WHAT THIS TASK INVOLVES:
For the string "controls", search the entries below and copy every line where it appears.

LISTED RECORDS:
-- -- --

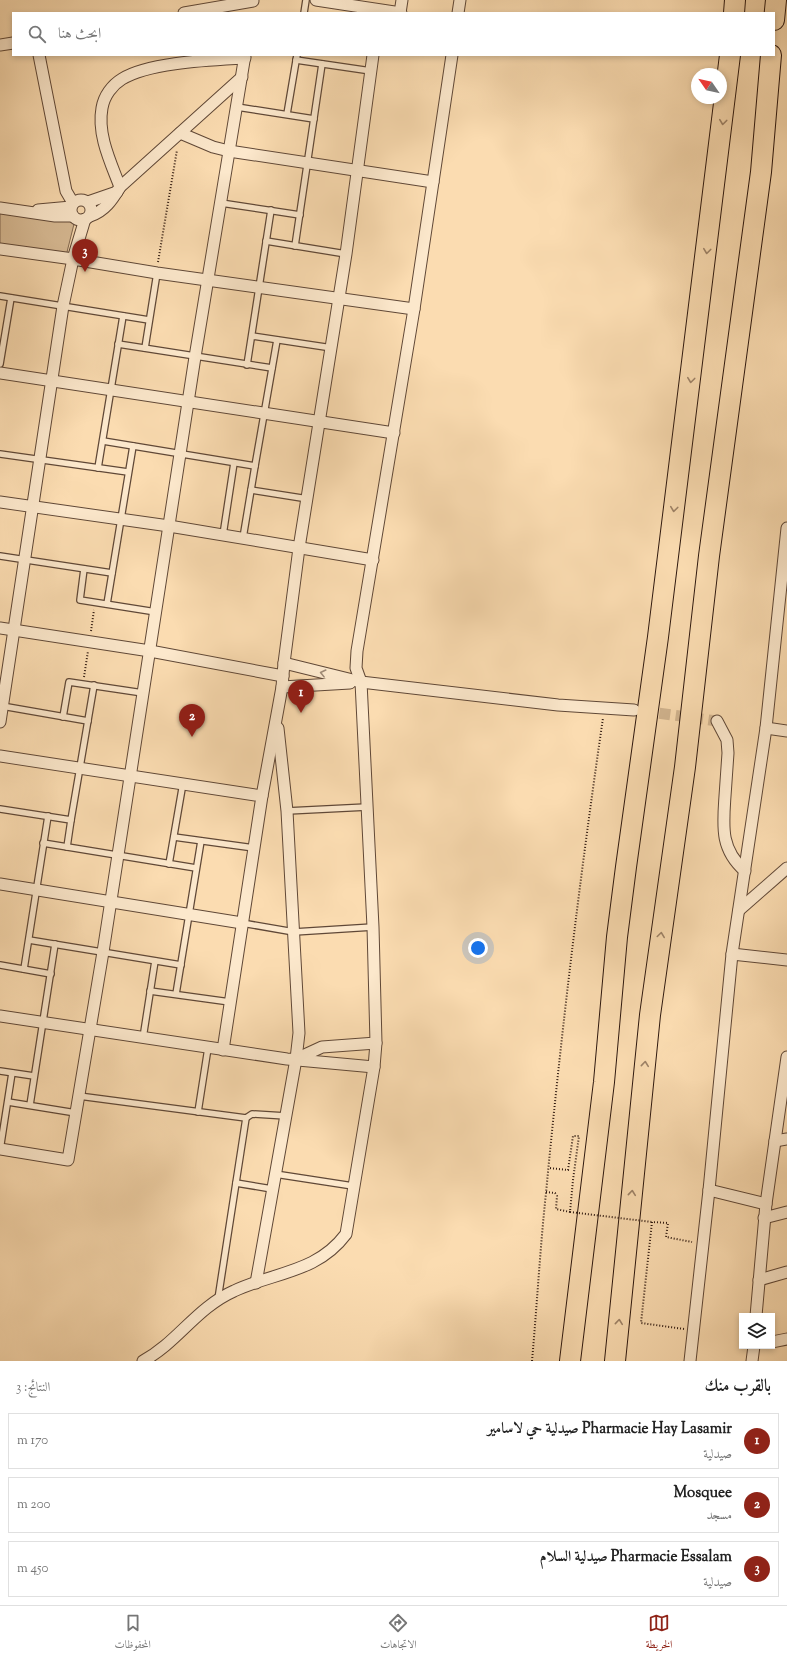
<!DOCTYPE html>
<html lang="ar">
<meta charset="utf-8">
<style>
body{margin:0;font-family:"Sorts Mill Goudy",Amiri,serif;background:#f2f2f2;color:#222;direction:rtl}
.controls{position:absolute;right:12px;bottom:12px;display:grid;overflow:hidden;border-radius:0px;box-shadow:0 2px 6px #0003}
.controls button{width:36px;height:36px;display:grid;place-items:center;padding:0;border:0;border-bottom:1px solid #e0e0e0;background:#fff;color:#222;font:20px sans-serif}
.compass{position:absolute;left:691px;top:68px;width:36px;height:36px;border-radius:50%;background:#fff;box-shadow:0 2px 6px #0003;rotate:304deg}
.you{position:absolute;left:478px;top:948px;width:14px;height:14px;margin:-10px;border:3px solid #fff;border-radius:50%;background:#1a73e8;box-shadow:0 0 0 6px #1a73e833}
.badge{display:grid;place-items:center;width:26px;height:26px;border-radius:50%;background:#8f2418;color:#fff;font-size:13px;font-weight:700}
.pin{position:absolute;translate:-50% -33px;filter:drop-shadow(0 1px 2px #0008)}
.pin::after{content:'';position:absolute;top:21px;width:14px;height:12px;background:inherit;clip-path:polygon(0 0,100% 0,50% 100%)}
.list{margin:0;padding:0;list-style:none}
h2{display:flex;justify-content:space-between;align-items:center;height:52px;margin:0;padding:0 16px;font-size:17px}
h2 small{font-size:13px;font-weight:400;color:#767676}
.list li{display:grid;grid-template-columns:26px 1fr auto;gap:12px;align-items:center;box-sizing:border-box;height:56px;margin:0 8px 8px;padding:0 8px;border:1px solid #e0e0e0;border-radius:0px}
.list b{display:block;font-size:15px;white-space:nowrap}
.list p{margin:0;font-size:13px;white-space:nowrap;color:#767676}
.list em{font-size:13px;font-style:normal;color:#767676}
.icon{flex:none;width:22px;height:22px;fill:none;stroke:currentColor;stroke-width:2;stroke-linecap:round;stroke-linejoin:round}
.map{position:relative;flex:none;width:787px;height:1361px;overflow:hidden;direction:ltr}
.search{position:absolute;background:#fff;box-shadow:0 2px 6px #0003;left:12px;right:12px;top:12px;height:44px;display:flex;align-items:center;gap:10px;box-sizing:border-box;padding:0 14px;border-radius:0px;color:#767676;font-size:15px}
.sheet{height:244px;background:#fff}
nav{display:flex;justify-content:space-around;align-items:center;box-sizing:border-box;height:56px;border-top:1px solid #e0e0e0;background:#fff;font-size:11px;color:#767676}
nav a{display:grid;justify-items:center;gap:2px}
nav .on{color:#8f2418}
.map>svg:first-child{display:block}
</style>
<div class="map">
<svg width="787" height="1361" viewBox="0 0 787 1361">
<rect width="100%" height="100%" fill="#fbdcb1"/>
<filter id="stains"><feTurbulence type="fractalNoise" baseFrequency=".005" numOctaves="4"/><feColorMatrix values="0 0 0 0 .2 0 0 0 0 .09 0 0 0 0 .02 0 0 0 .5 -.17"/></filter>
<radialGradient id="worn" r=".72"><stop offset=".6" stop-color="#630" stop-opacity="0"/><stop offset="1" stop-color="#630" stop-opacity=".3"/></radialGradient>
<polygon fill="#d8bb95" stroke="#826952" points="0,211 76,216 66,256 0,246"/>
<g fill="none" stroke-linecap="round" stroke-linejoin="round">
<polyline stroke="#d2b590" stroke-width="11" stroke-dasharray="11 5.5" stroke-linecap="butt" points="643,711 717,721"/>
<g stroke="#604837" stroke-width="8">
<g id="service">
<polyline points="304,13 306,0"/>
<polyline points="296,60 371,71"/>
<polyline points="237,107 314,119"/>
<polyline points="287,114 297,55"/>
<polyline points="221,203 300,215"/>
<polyline points="266,241 346,254"/>
<polyline points="295,246 322,64"/>
<polyline points="0,296 149,320"/>
<polyline points="252,336 332,348"/>
<polyline points="118,344 272,368"/>
<polyline points="145,348 157,273"/>
<polyline points="0,364 11,298"/>
<polyline points="247,365 271,210"/>
<polyline points="103,441 255,466 277,340"/>
<polyline points="0,454 128,472"/>
<polyline points="98,468 123,316"/>
<polyline points="251,490 308,499"/>
<polyline points="223,535 234,463"/>
<polyline points="243,538 255,466"/>
<polyline points="0,556 112,573"/>
<polyline points="84,569 80,600 156,612"/>
<polyline points="107,604 133,446"/>
<polyline points="2,706 88,721"/>
<polyline points="63,717 69,682 143,693"/>
<polyline points="0,809 71,820 94,685"/>
<polyline points="287,811 367,807"/>
<polyline points="174,837 254,848"/>
<polyline points="43,843 196,868"/>
<polyline points="67,847 71,820"/>
<polyline points="169,864 183,783"/>
<polyline points="242,923 294,932 373,927"/>
<polyline points="29,940 181,965"/>
<polyline points="0,965 51,974"/>
<polyline points="24,969 48,816"/>
<polyline points="150,991 230,1002"/>
<polyline points="176,994 201,841"/>
<polyline points="143,1038 155,961"/>
<polyline points="0,1071 34,1076"/>
<polyline points="79,1096 246,1118 252,1114 286,1116"/>
<polyline points="8,1102 76,1113"/>
<polyline points="30,1105 55,944"/>
<polyline points="198,1112 208,1048"/>
<polyline points="0,1150 12,1073"/>
<polyline points="275,1174 353,1186"/>
<polyline points="236,1183 272,1189"/>
<polyline points="218,1299 246,1118"/>
</g>
</g>
<g stroke="#604837" stroke-width="13">
<g id="minor">
<polyline points="316,0 401,13"/>
<polyline points="184,13 253,1"/>
<polyline points="400,13 402,0"/>
<polyline points="458,13 460,0"/>
<polyline points="0,45 13,43"/>
<polyline points="39,55 66,191 73,203"/>
<polyline points="180,133 213,147 229,151 433,182"/>
<path d="M120,187c-9,-24 -23,-52 -18,-79 2,-12 10,-23 20,-29 27,-17 90,-19 123,-21"/>
<circle cx="81" cy="210" r="10"/>
<polyline points="88,202 117,192"/>
<polyline points="0,208 55,216 73,216"/>
<polyline points="38,210 71,207"/>
<path d="M90,216c15,-5 22,-16 30,-29l122,-110"/>
<polyline points="0,249 73,259 157,273 414,309"/>
<polyline points="0,373 394,433"/>
<polyline points="0,502 169,526 373,560"/>
<polyline points="0,628 150,651 283,676"/>
<polyline points="284,663 361,682 558,705 634,710"/>
<polyline points="282,687 350,683"/>
<path d="M717,721l10,19 1,13c-1,14 -2,29 -3,43 -2,30 -5,53 20,75"/>
<polyline points="0,722 63,306 73,259 85,219"/>
<polyline points="766,728 787,731"/>
<polyline points="0,756 262,796"/>
<polyline points="0,884 242,923"/>
<polyline points="739,910 787,868"/>
<polyline points="732,954 787,960"/>
<polyline points="0,1016 287,1059 374,1067"/>
<polyline points="223,1050 262,796 282,687 284,663 299,548 346,254 373,55"/>
<polyline points="296,1059 322,1047 376,1043"/>
<polyline points="775,1141 787,1139"/>
<polyline points="0,1149 68,1160 103,952 195,357 245,55"/>
<polyline points="709,1190 766,1204"/>
<polyline points="764,1218 787,1212"/>
<polyline points="759,1280 787,1272"/>
<polyline points="256,1283 296,1059 299,1033 287,811 278,728"/>
<polyline points="756,1316 766,1204 787,1057"/>
<polyline points="772,1342 787,1339"/>
<path d="M143,1361c35,-19 53,-53 91,-70 40,-19 83,-18 112,-57l28,-167 2,-24 -3,-116 -12,-245 -5,-14 1,-17 57,-342 38,-254"/>
<polyline points="690,1361 709,1190 732,954 766,728 787,528"/>
<polyline points="752,1361 754,1346"/>
</g>
</g>
<g stroke="#2d170e" stroke-width="22">
<g id="motorway">
<polyline points="734,13 735,0"/>
<polyline points="774,20 776,0"/>
<polyline points="570,1361 604,1082 617,937 626,867 658,637 730,55"/>
<polyline points="615,1361 650,1015 685,767 709,556 761,172 771,55"/>
</g>
</g>
<g stroke="#2d170e" stroke-width="2" stroke-dasharray="1 2" stroke-linecap="butt">
<polyline points="158,262 177,150"/>
<polyline points="91,631 94,610"/>
<polyline points="84,677 88,651"/>
<polyline points="546,1192 555,1193 557,1196 556,1209 570,1212 573,1180 579,1136 573,1136 568,1170 549,1168"/>
<polyline points="684,1329 641,1323 652,1222 668,1223 666,1237 692,1242"/>
<path d="M532,1361c5,-56 8,-112 14,-168 15,-159 34,-317 57,-475"/>
</g>
<use href="#service" stroke="#fce8cc" stroke-width="5.5"/>
<use href="#minor" stroke="#fce8cc" stroke-width="11"/>
<use href="#motorway" stroke="#fbdcb1" stroke-width="20"/>
<polyline stroke="#2d170e" stroke-width="2" stroke-dasharray="1 2" stroke-linecap="butt" points="570,1212 652,1222"/>
</g>
<defs><path id="oneway-chevron" d="M-2-3.5L2.5 0L-2 3.5" fill="none" stroke-width="1.6" stroke-linecap="round" stroke-linejoin="round"/></defs>
<g stroke="#9e8368">
<use href="#oneway-chevron" transform="translate(723 122) rotate(97)"/>
<use href="#oneway-chevron" transform="translate(707 251) rotate(97)"/>
<use href="#oneway-chevron" transform="translate(691 380) rotate(97)"/>
<use href="#oneway-chevron" transform="translate(674 509) rotate(97)"/>
<use href="#oneway-chevron" transform="translate(661 935) rotate(-82)"/>
<use href="#oneway-chevron" transform="translate(645 1064) rotate(-84)"/>
<use href="#oneway-chevron" transform="translate(632 1193) rotate(-84)"/>
<use href="#oneway-chevron" transform="translate(619 1322) rotate(-84)"/>
</g>
<use stroke="#9f8a76" href="#oneway-chevron" transform="translate(323 673) rotate(-166)"/>
<rect width="100%" height="100%" filter="url(#stains)"/>
<rect width="100%" height="100%" fill="url(#worn)"/>
</svg>
<div class="controls">
<button><svg class="icon" aria-label="layers" viewBox="0 0 24 24"><path d="M12 4l9 5-9 5-9-5zM3 14l9 5 9-5"/></svg></button>
</div>
<svg class="compass" viewBox="-18 -18 36 36"><path d="M0-13l5 13h-10z" fill="#e53935"/><path d="M0 13l5-13h-10z" fill="#767676"/></svg>
<div class="you"></div>
<div class="pin badge" style="left:301px;top:713px">1</div>
<div class="pin badge" style="left:192px;top:737px">2</div>
<div class="pin badge" style="left:85px;top:272px">3</div>
<div class="search"><svg class="icon" aria-label="search" viewBox="0 0 24 24"><circle cx="10" cy="10" r="6"/><path d="M15 15l6 6"/></svg>ابحث هنا</div>
</div>
<section class="sheet">
<h2>بالقرب منك<small>النتائج: 3</small></h2>
<ul class="list">
<li><span class="badge">1</span><div><b>Pharmacie Hay Lasamir صيدلية حي لاسامير</b><p>صيدلية</p></div><em>170 m</em></li>
<li><span class="badge">2</span><div><b>Mosquee</b><p>مسجد</p></div><em>200 m</em></li>
<li><span class="badge">3</span><div><b>Pharmacie Essalam صيدلية السلام</b><p>صيدلية</p></div><em>450 m</em></li>
</ul>
</section>
<nav>
<a class="on"><svg class="icon" aria-label="map" viewBox="0 0 24 24"><path d="M3 6l6-2 6 2 6-2v14l-6 2-6-2-6 2zM9 4v14M15 6v14"/></svg>الخريطة</a>
<a><svg class="icon" aria-label="directions" viewBox="0 0 24 24"><path d="M12 3l9 9-9 9-9-9zM9 14v-3h6M13 9l2 2-2 2"/></svg>الاتجاهات</a>
<a><svg class="icon" aria-label="saved" viewBox="0 0 24 24"><path d="M7 4h10v16l-5-4-5 4z"/></svg>المحفوظات</a>
</nav>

-- -- --

RESPONSE AREA:
.controls{position:absolute;right:12px;bottom:12px;display:grid;overflow:hidden;border-radius:0px;box-shadow:0 2px 6px #0003}
.controls button{width:36px;height:36px;display:grid;place-items:center;padding:0;border:0;border-bottom:1px solid #e0e0e0;background:#fff;color:#222;font:20px sans-serif}
<div class="controls">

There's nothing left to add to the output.